THE TASK :: In your copy, include every line of the records exactly and no picture at all.

Saved data entries:

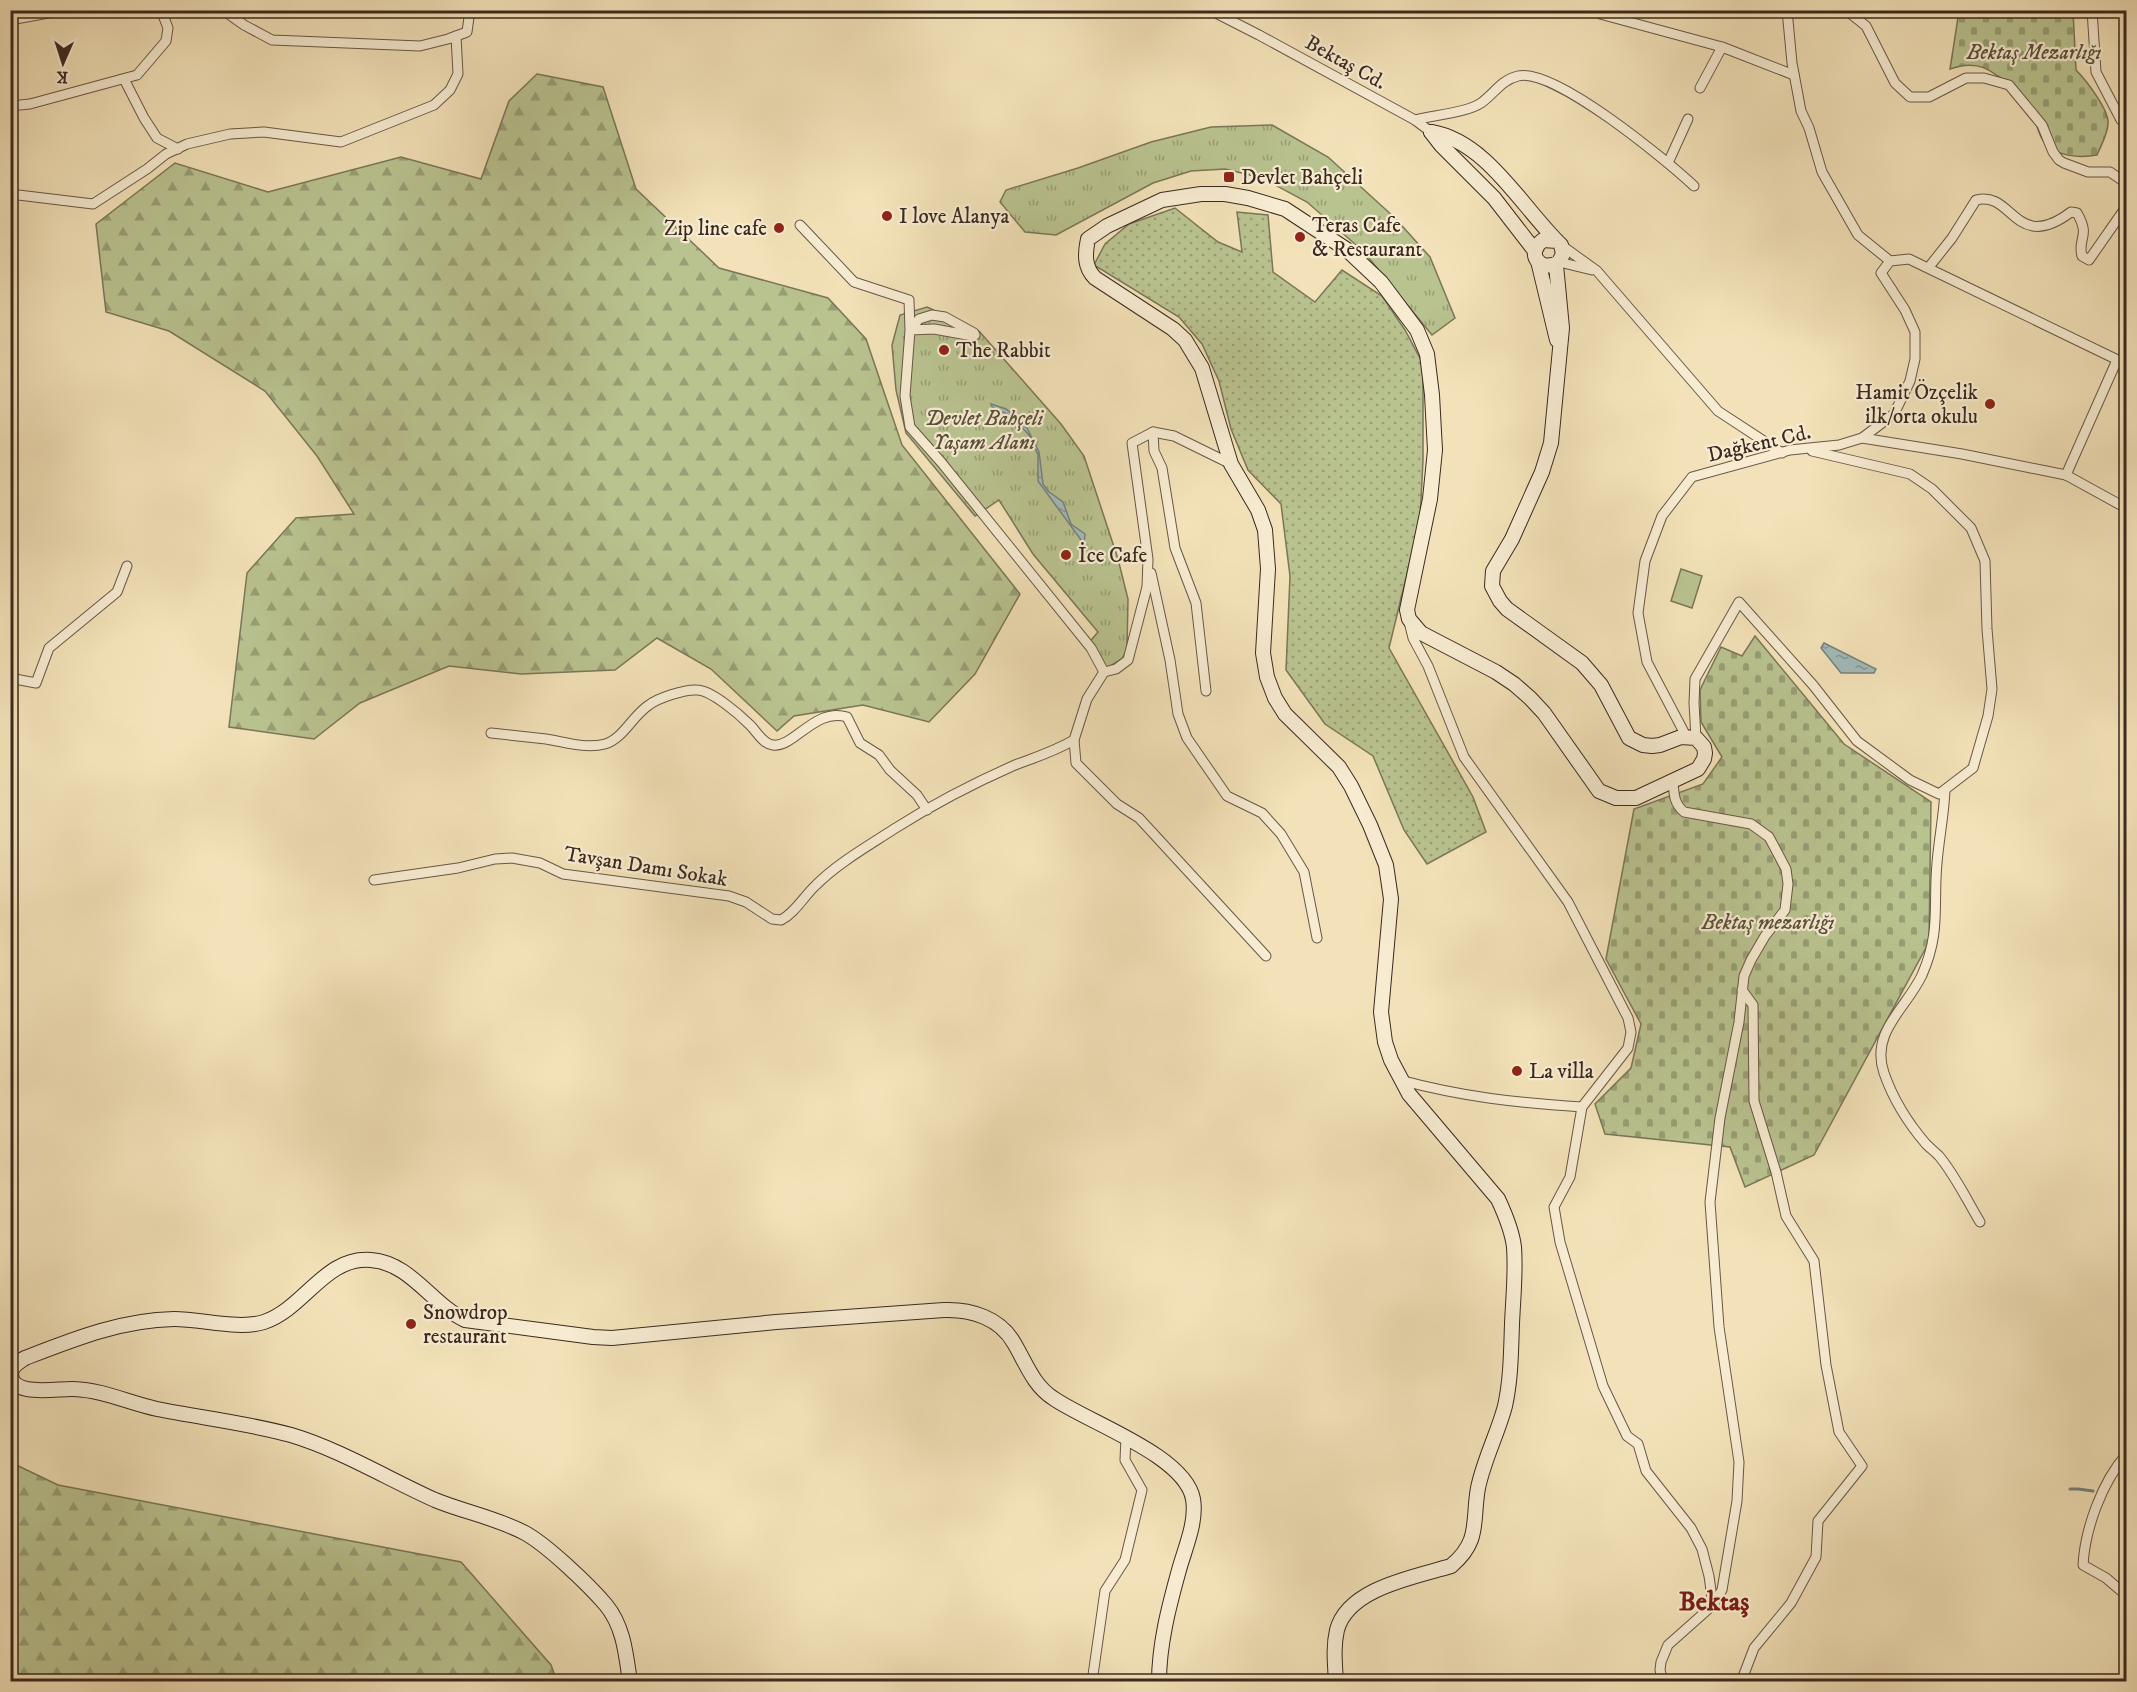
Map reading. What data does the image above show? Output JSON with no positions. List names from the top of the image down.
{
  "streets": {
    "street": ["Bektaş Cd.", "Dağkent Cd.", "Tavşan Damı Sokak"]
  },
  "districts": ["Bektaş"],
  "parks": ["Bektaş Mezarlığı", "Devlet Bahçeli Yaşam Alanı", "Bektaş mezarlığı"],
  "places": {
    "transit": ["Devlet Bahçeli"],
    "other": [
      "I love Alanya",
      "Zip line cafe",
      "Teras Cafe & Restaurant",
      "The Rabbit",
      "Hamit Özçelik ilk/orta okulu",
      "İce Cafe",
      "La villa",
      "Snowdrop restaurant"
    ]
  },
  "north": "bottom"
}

REPLY TO THE EXERCISE ::
Map reading. What data does the image above show? Output JSON with no positions. List names from the top of the image down.
{
  "streets": {
    "street": ["Bektaş Cd.", "Dağkent Cd.", "Tavşan Damı Sokak"]
  },
  "districts": ["Bektaş"],
  "parks": ["Bektaş Mezarlığı", "Devlet Bahçeli Yaşam Alanı", "Bektaş mezarlığı"],
  "places": {
    "transit": ["Devlet Bahçeli"],
    "other": [
      "I love Alanya",
      "Zip line cafe",
      "Teras Cafe & Restaurant",
      "The Rabbit",
      "Hamit Özçelik ilk/orta okulu",
      "İce Cafe",
      "La villa",
      "Snowdrop restaurant"
    ]
  },
  "north": "bottom"
}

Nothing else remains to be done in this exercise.